# On-Line Magic Item Cost Calculator



## TarionzCousin (Mar 18, 2007)

Okay, I am certain that I've seen an on-line magic item cost calculator, but I can't find any today.  :\ 

*Where are they hiding? *


I'm trying to calculate the costs of different items not quite found in the DMG. 

1. A Staff of Teleportation. It's a 5th level spell, so it can't be a wand.
2. Various Bardic Instruments.
3. Rings that function like Wands. How much does it cost to put a spell of X level into a ring?

My brain hurts today and I don't want to attempt math.


----------



## EyeontheMountain (Mar 18, 2007)

Never seen one, and D&D magic items cannot be made by simple calculations due to the varying nature of spell powerEach custom item requires DM decision-making as to cost.


----------



## Crothian (Mar 18, 2007)

It's an art not a science so just reducing it to cold formulas just does not always work.  The first one sounds simple but there is even disagreement if a Staff can hold only one spell.


----------



## Agent Oracle (Mar 18, 2007)

Well, i can't do number 1, but for number 2, give me a range of "Bardic instruments" Most of them cost the same as a basic musical instrument, but certain ones have different optional bounses for being masterwork (The drum, fiddle, flute, harp, horn, lute, lyre, mandolin, and pan pipes are all listed in Complete Adventurer)


----------



## TarionzCousin (Mar 18, 2007)

Agent Oracle said:
			
		

> Well, i can't do number 1, but for number 2, give me a range of "Bardic instruments" Most of them cost the same as a basic musical instrument, but certain ones have different optional bounses for being masterwork (The drum, fiddle, flute, harp, horn, lute, lyre, mandolin, and pan pipes are all listed in Complete Adventurer)

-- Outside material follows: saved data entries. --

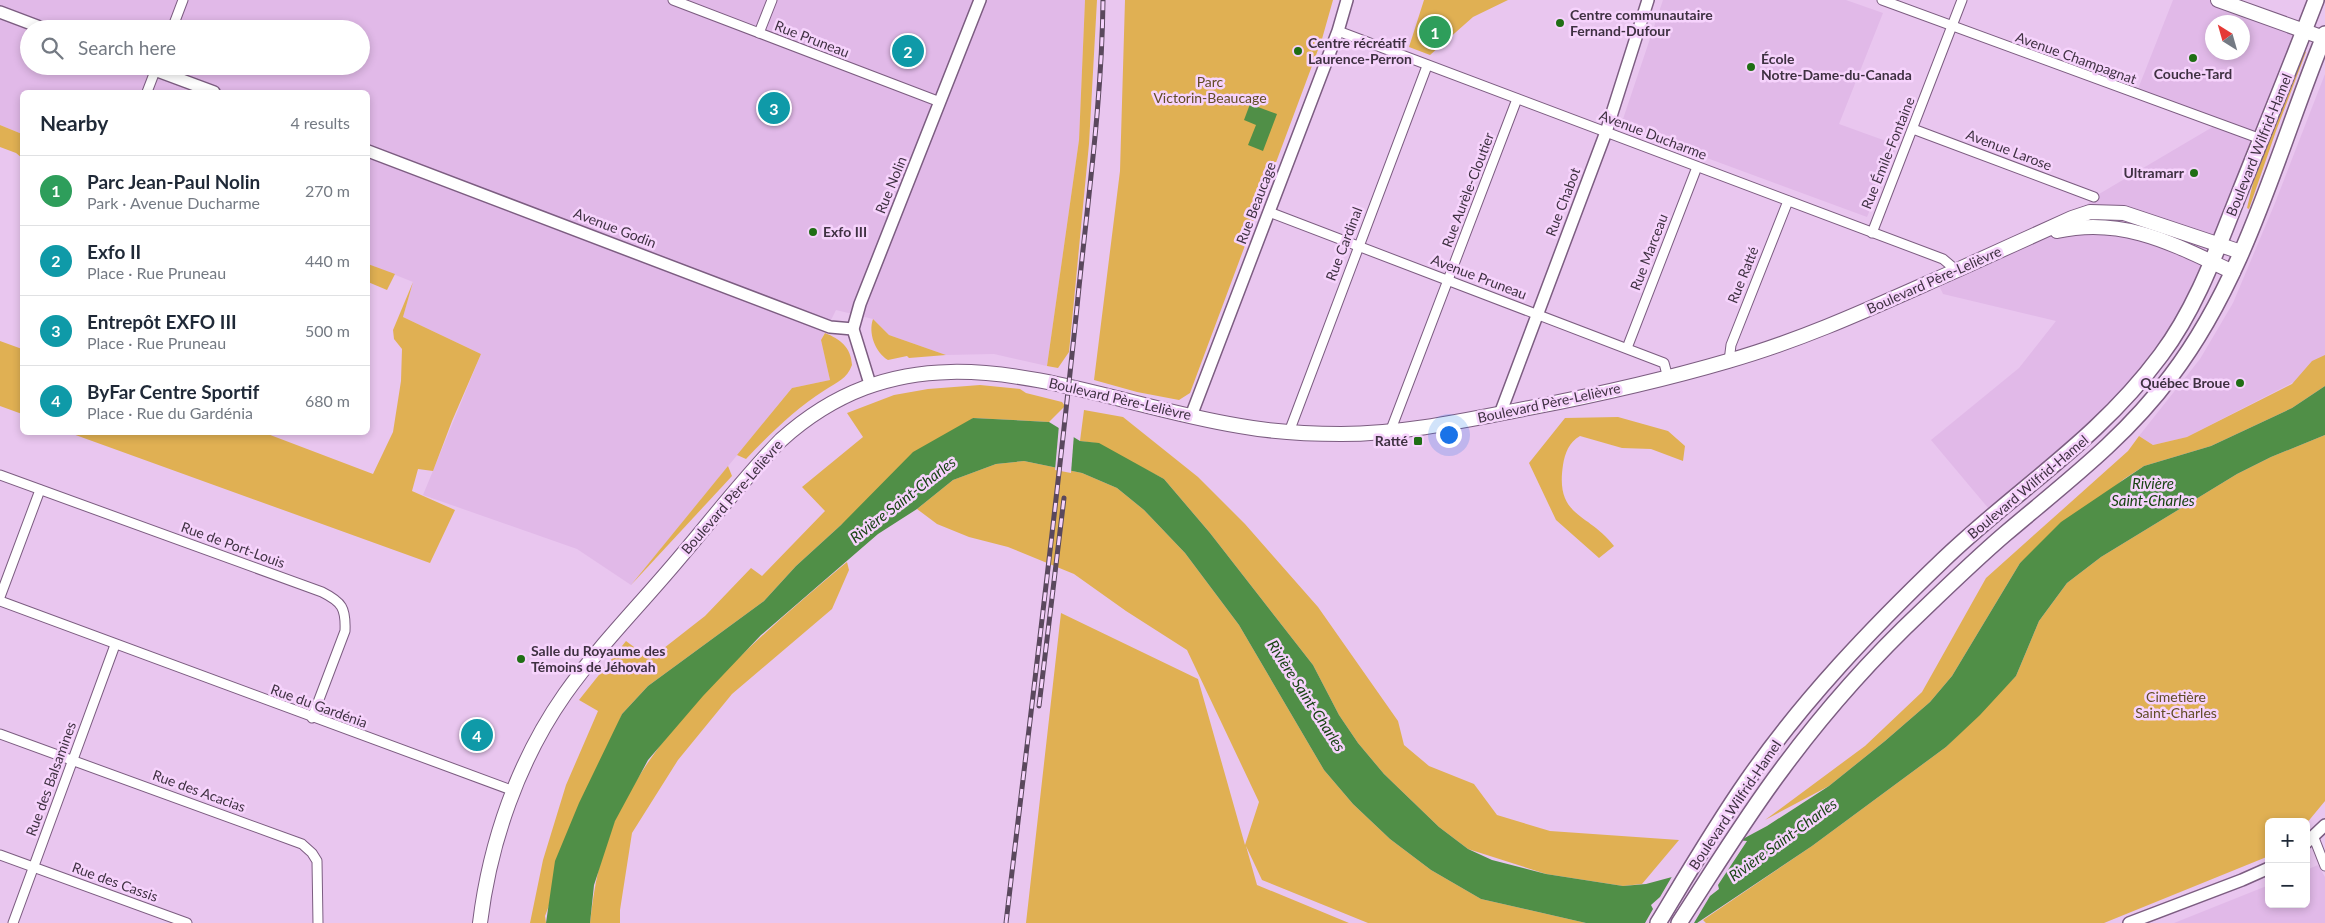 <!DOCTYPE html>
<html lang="en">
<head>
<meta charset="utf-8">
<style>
  :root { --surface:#fff; --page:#f6f6f7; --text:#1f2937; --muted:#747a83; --line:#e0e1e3; --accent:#0f766e }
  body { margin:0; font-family:Lato,sans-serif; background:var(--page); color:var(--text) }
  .controls { position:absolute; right:15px; bottom:15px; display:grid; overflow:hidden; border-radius:8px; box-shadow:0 2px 8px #0003 }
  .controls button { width:45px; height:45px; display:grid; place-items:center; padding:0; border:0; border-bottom:1px solid var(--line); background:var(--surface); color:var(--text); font:25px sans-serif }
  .compass { position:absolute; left:2205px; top:15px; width:45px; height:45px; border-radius:50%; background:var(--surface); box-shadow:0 2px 8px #0003; rotate:323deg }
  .you { position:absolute; left:1448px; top:434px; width:18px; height:18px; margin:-12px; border:4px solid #fff; border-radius:50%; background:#1a73e8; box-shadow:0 0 0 8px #1a73e833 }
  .badge { display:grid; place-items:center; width:32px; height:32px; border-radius:50%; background:var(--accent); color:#fff; font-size:16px; font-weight:700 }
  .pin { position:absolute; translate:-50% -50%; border:2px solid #fff; box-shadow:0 1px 5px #0006 }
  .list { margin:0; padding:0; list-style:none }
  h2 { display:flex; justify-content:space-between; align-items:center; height:65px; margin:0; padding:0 20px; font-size:21px }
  h2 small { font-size:16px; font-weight:400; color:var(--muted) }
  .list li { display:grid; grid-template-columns:32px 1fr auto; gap:15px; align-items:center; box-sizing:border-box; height:70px; padding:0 20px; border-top:1px solid var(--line) }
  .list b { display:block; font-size:19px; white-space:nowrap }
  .list p { margin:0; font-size:16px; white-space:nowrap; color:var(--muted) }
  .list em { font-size:16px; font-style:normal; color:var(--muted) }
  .icon { flex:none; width:28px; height:28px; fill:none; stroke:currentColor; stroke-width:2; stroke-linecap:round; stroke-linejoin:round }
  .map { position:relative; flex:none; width:2325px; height:923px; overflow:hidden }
  .search { position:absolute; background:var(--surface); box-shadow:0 2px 8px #0003; left:20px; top:20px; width:350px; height:55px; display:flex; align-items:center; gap:12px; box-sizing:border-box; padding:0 18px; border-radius:28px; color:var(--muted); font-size:19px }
  .panel { position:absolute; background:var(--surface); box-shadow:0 2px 8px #0003; left:20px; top:90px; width:350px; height:345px; border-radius:8px }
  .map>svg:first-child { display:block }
</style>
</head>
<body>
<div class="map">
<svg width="2325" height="923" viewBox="0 0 2325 923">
  <rect width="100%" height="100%" fill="#e9c6ef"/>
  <!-- built -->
  <g fill="#e1b9e8" fill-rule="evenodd">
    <path d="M0,0h1085l-6,140 -32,226 -53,-12 -48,1 -57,-20 -16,-16 -37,-9 -15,30 9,40 -38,8 -161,197 -54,-36 -154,-54 58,-141 -78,-37 10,-35 -45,-18v-172h-346v42l-22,-9zM29,29h332v37h-332z"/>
    <polygon points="1663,0 1846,0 1883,13 1839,124 1897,145 1867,217 1623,127 1622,122"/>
    <path d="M2173,0h45l86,31 -43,108 -98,213 -169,163 -63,-75 88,-72 37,-47 -113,-27 -7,-15 138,-60 20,-22 122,-72 -80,-31zM2212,22h30v30h-30z"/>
    <polygon points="2325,74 2325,366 2187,437 2153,445 2139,436 2200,359 2233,303 2275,203"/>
    <polygon points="2318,865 2325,877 2325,923 2174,923 2269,885 2269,904 2306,904 2306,870"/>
  </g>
  <!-- green -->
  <g fill="#e0b053">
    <polygon points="1085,0 1097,0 1089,144 1069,352 1058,368 1047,366 1079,140"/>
    <polygon points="1125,0 1333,0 1322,39 1190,393 1179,400 1137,392 1094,380 1120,171"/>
    <polygon points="1424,0 1508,0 1473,17 1430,55 1409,47"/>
    <polygon points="2303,51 2306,52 2276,131 2249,209 2247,208 2254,179"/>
    <polygon points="0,125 22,134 22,158 16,153 0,147"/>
    <polygon points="368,264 395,274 387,290 368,282"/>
    <polygon points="413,282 403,317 481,354 452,421 433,471 418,469 412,491 455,510 430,563 70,433 265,433 373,474 393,432 401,381 402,349 394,339 393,330"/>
    <path d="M873,319l16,16 57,20 -37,3 -2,-2 -19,4c-13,-8 -20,-27 -15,-41z"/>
    <path d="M825,333c15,6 26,14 27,32 -5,14 -15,17 -27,25 -30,19 -54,43 -79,69l-9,-4 55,-67 38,-8 -9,-40z"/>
    <polygon points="0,341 22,349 22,414 0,406"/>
    <polygon points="2325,355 2325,386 2292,408 2211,446 2144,466 2124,479 2020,563 1952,676 1930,702 1885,741 1829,786 1765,820 1865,746 1922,692 1986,578 2128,451 2139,436 2153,445 2187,437 2292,384 2312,361"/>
    <polygon points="980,385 1020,389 1026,393 1062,402 1065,406 1049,422 973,418 841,525 796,566 764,601 648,686 622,714 545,916 546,923 530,923 543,860 566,785 598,711 579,700 626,641 650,659 705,616 751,568 762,576 825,511 802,487 863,437 847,413 894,395 928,389"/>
    <polygon points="1084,410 1123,417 1198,477 1245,524 1318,607 1398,721 1404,745 1429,766 1474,784 1497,815 1550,831 1679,840 1642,884 1623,886 1546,874 1468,849 1439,827 1384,774 1358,743 1339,715 1313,665 1210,533 1164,479 1095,443 1080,441"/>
    <path d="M1618,417l50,14 17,15 -2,15 -32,-12 -29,-1 -42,-12c-11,6 -15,17 -17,29 -8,53 25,47 51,81l-15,12 -43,-38 -27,-57 36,-45z"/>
    <polygon points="2325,435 2325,801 2306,824 2306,822 2269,822 2269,856 2104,923 1706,923 1703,920 1812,846 1946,747 2016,676 2039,621 2067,583 2101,557 2237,474 2271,457"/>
    <polygon points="1024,461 1082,473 1117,488 1144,510 1185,553 1239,625 1324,770 1353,804 1390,839 1431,870 1481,899 1586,923 1368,923 1262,880 1246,846 1257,885 1349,923 1026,923 1061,613 1198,679 1245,845 1259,802 1187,650 1126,611 1074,574 1008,547 969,537 937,524 917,509 953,480 996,464"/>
    <polygon points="728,466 732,476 631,585"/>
    <path d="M847,562l2,8 -17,39 -100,85 -54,66 -46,73 -12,77v13h-30c4,-35 10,-71 25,-103 47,-102 148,-187 232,-258z"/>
  </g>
  <!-- water -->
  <g fill="#508f47">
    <polygon points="1250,104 1277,114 1263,151 1248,145 1256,125 1244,120"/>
    <polygon points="2325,386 2325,435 2271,457 2237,474 2101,557 2067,583 2039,621 2016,676 1980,715 1946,747 1812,846 1697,923 1586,923 1481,899 1431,870 1390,839 1353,804 1324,770 1239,625 1185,553 1144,510 1117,488 1082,473 1024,461 996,464 953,480 917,509 878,534 761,635 703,696 648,760 615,821 594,885 590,923 546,923 555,861 579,803 622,714 648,686 764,601 796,566 841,525 913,452 973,418 1049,422 1080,441 1099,443 1164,479 1210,533 1313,665 1339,715 1358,743 1384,774 1439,827 1468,849 1492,860 1546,874 1623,886 1646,884 1672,877 1767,826 1829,786 1885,741 1930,702 1952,676 2020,563 2061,522 2144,466 2211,446 2292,408"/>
  </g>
  <!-- pier -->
  <g fill="#e9c6ef">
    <polygon points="1059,425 1074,434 1071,473 1055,470"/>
    <polygon points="1735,840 1747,841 1718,885 1719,889 1710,896 1694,923 1645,923 1653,909 1651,905 1660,897 1674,873"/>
  </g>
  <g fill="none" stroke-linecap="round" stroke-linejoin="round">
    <!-- minor casing -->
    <g stroke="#7c5d81" stroke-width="11">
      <g id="minor">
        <polyline points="673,0 940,102"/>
        <polyline points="1882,0 2261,139"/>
        <polyline points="172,29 183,0"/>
        <polyline points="1338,31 1943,259 1956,270"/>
        <polyline points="759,33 772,0"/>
        <polyline points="147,92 157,66"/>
        <polyline points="1913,129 2094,197"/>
        <polyline points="1269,212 1664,363 1668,378"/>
        <polyline points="1872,233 1962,0"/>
        <polyline points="1627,348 1697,167"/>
        <polyline points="1729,361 1731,345 1788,201"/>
        <polyline points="1289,432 1427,66"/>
        <polyline points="1390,432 1517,99"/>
        <path d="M0,475l322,117c20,10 24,16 23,39l-33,87"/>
        <polyline points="0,597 40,490"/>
        <polyline points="0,601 514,791"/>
        <polyline points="0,734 302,844 312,853 317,861 318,923"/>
        <polyline points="2314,838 2325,866"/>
        <polyline points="0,855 187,923"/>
        <polyline points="13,923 115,645"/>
      </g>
    </g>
    <!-- tertiary casing -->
    <g stroke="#7c5d81" stroke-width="14">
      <g id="tertiary">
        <polyline points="0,12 45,29"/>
        <polyline points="144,66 214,92"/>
        <polyline points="368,151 830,327 853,329"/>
        <polyline points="870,384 853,329 860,304 980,0"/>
        <polyline points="1500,414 1606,132 1648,0"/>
        <polyline points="1191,416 1338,31 1347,0"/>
        <polyline points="2306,843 2325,825"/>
        <polyline points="2129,923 2242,880 2269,868"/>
      </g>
    </g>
    <!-- secondary casing -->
    <g stroke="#7c5d81" stroke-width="16">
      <g id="secondary">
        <polyline points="2218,0 2324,38"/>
        <path d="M2057,231c67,-15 118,14 176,41"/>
        <path d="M480,923c10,-81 38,-162 85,-229 31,-44 70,-84 105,-125 37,-43 72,-89 111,-129 143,-129 298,-40 459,-14 33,6 67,8 101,8 64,0 126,-14 188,-26 67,-13 134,-28 199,-47 78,-22 152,-57 227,-90 39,-18 78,-35 117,-53l18,-6 34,1 117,39"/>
      </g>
    </g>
    <!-- primary casing -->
    <g stroke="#7c5d81" stroke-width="18">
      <g id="primary">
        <path d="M1658,923c29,-48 57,-96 89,-142 56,-81 125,-153 196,-221 74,-71 155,-120 218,-205 36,-48 56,-106 78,-161 26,-65 52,-129 77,-194"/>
        <path d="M1679,923c34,-52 66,-105 103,-154 42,-57 90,-111 141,-159 27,-26 54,-52 82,-76 60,-51 119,-95 166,-158 76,-100 107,-227 154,-342"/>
      </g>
    </g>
    <!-- minor -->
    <use href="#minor" stroke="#fff" stroke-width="9"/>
    <!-- tertiary -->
    <use href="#tertiary" stroke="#fff" stroke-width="11"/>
    <!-- secondary -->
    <use href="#secondary" stroke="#fff" stroke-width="14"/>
    <!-- primary -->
    <use href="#primary" stroke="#fff" stroke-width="15"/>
    <!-- rail casing -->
    <g stroke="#5a485d" stroke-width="5">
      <g id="rail">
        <polyline points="1039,706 1064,498"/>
        <path d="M1006,923c24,-205 50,-411 71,-616 10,-102 25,-205 26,-307"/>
      </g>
    </g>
    <!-- rail -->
    <use href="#rail" stroke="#f6d3fc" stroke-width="3" stroke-dasharray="9" stroke-linecap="butt"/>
  </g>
  <!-- markers -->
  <g fill="#1f6e14" stroke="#f6d3fc" stroke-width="2">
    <circle cx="1560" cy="23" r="5"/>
    <circle cx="1298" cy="51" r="5"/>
    <circle cx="2193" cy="58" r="5"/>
    <circle cx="1751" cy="67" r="5"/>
    <circle cx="2194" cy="173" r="5"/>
    <circle cx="813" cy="232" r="5"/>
    <circle cx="2240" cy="383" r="5"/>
    <rect x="1413" y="436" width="10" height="10" rx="2.5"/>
    <circle cx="521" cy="659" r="5"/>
  </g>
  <g text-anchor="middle" stroke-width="5" stroke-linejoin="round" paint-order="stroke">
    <!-- poi labels -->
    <g font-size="14" font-weight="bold" fill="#3f3142" stroke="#f6d3fc" text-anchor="start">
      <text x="1570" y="20">Centre communautaire<tspan x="1570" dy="16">Fernand-Dufour</tspan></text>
      <text x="1308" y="48">Centre récréatif<tspan x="1308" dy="16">Laurence-Perron</tspan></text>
      <text x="1761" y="64">École<tspan x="1761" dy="16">Notre-Dame-du-Canada</tspan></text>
      <text x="2193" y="79" text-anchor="middle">Couche-Tard</text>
      <text x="2184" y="178" text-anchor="end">Ultramarr</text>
      <text x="823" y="237">Exfo III</text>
      <text x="2230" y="388" text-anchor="end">Québec Broue</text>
      <text x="1408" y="446" text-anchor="end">Ratté</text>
      <text x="531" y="656">Salle du Royaume des<tspan x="531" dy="16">Témoins de Jéhovah</tspan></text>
    </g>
    <!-- street labels -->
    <g font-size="14" fill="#3f3142" stroke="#f6d3fc">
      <text transform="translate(812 39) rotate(21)" y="5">Rue Pruneau</text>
      <text transform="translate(2076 58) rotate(20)" y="5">Avenue Champagnat</text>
      <text transform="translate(1653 135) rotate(21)" y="5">Avenue Ducharme</text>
      <text transform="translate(2259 145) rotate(-68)" y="5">Boulevard Wilfrid-Hamel</text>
      <text transform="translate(2009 150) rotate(21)" y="5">Avenue Larose</text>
      <text transform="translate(1888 153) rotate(-68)" y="5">Rue Émile-Fontaine</text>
      <text transform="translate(891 185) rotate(-68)" y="5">Rue Nolin</text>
      <text transform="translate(1468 190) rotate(-69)" y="5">Rue Aurèle-Cloutier</text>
      <text transform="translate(1563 202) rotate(-69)" y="5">Rue Chabot</text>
      <text transform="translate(1256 203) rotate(-69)" y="5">Rue Beaucage</text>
      <text transform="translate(615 228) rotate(21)" y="5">Avenue Godin</text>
      <text transform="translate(1344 244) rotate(-69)" y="5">Rue Cardinal</text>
      <text transform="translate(1649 252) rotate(-69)" y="5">Rue Marceau</text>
      <text transform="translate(1743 275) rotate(-68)" y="5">Rue Ratté</text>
      <text transform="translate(1479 277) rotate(21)" y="5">Avenue Pruneau</text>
      <text transform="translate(1934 280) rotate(-24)" y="5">Boulevard Père-Lelièvre</text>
      <text transform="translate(1120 399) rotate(13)" y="5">Boulevard Père-Lelièvre</text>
      <text transform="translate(1549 403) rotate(-12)" y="5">Boulevard Père-Lelièvre</text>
      <text transform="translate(2028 487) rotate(-40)" y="5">Boulevard Wilfrid-Hamel</text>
      <text transform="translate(732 497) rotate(-49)" y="5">Boulevard Père-Lelièvre</text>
      <text transform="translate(233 545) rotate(20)" y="5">Rue de Port-Louis</text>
      <text transform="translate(319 706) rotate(20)" y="5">Rue du Gardénia</text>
      <text transform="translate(51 779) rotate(-70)" y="5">Rue des Balsamines</text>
      <text transform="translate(199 791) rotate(20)" y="5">Rue des Acacias</text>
      <text transform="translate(1735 805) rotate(-56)" y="5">Boulevard Wilfrid-Hamel</text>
      <text transform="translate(115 882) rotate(20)" y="5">Rue des Cassis</text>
    </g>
    <!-- park labels -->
    <g font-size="14" fill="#614c26" stroke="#f6d3fc">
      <text x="1210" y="87">Parc<tspan x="1210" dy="16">Victorin-Beaucage</tspan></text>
      <text x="2176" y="702">Cimetière<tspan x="2176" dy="16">Saint-Charles</tspan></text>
    </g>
    <!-- water labels -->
    <g font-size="15" font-style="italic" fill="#184413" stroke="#f6d3fc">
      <text x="2153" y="489">Rivière<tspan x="2153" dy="17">Saint-Charles</tspan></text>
      <text transform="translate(903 500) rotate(-38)" y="5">Rivière Saint-Charles</text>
      <text transform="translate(1306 696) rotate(57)" y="5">Rivière Saint-Charles</text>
      <text transform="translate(1783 840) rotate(-36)" y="5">Rivière Saint-Charles</text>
    </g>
  </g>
</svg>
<div class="controls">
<button>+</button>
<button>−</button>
</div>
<svg class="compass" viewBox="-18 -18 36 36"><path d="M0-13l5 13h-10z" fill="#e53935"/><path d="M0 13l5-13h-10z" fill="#747a83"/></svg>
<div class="you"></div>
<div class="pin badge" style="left:1435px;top:32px;background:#2e9e5b">1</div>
<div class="pin badge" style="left:908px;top:51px;background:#0f9aa8">2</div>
<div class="pin badge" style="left:774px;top:108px;background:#0f9aa8">3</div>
<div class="pin badge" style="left:477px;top:735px;background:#0f9aa8">4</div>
<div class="search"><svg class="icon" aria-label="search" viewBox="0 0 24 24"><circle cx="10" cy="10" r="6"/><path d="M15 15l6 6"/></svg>Search here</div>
<section class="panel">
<h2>Nearby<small>4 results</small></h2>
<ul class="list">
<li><span class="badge" style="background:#2e9e5b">1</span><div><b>Parc Jean-Paul Nolin</b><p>Park · Avenue Ducharme</p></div><em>270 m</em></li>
<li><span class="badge" style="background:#0f9aa8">2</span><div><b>Exfo II</b><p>Place · Rue Pruneau</p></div><em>440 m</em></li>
<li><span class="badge" style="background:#0f9aa8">3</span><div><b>Entrepôt EXFO III</b><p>Place · Rue Pruneau</p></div><em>500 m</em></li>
<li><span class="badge" style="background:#0f9aa8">4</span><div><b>ByFar Centre Sportif</b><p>Place · Rue du Gardénia</p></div><em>680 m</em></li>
</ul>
</section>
</div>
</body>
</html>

I've got Complete Adventurer. I was hoping to find a broader spectrum of bardic items. I think someone somewhere updated the 2E 'named' instruments for 3E, but I couldn't find it. I don't have specific wants, just a desire to see a list of options.

My google-fu is weak today.
---

I guess I'll break out the DMG and do some calculating.


----------



## Meloncov (Mar 18, 2007)

The price reccomendations in A&E guide aren't OGC, so such a genorator would have to be pretty limited.


----------



## Thurbane (Mar 19, 2007)

Not sure how up to date this is, but I've used this one in the past:


----------



## TarionzCousin (Mar 19, 2007)

Thurbane said:
			
		

> Not sure how up to date this is, but I've used this one in the past:



Thanks! It's good enough for me.

Of course, I'm DM'ing this particular game, so if my numbers aren't perfect....


----------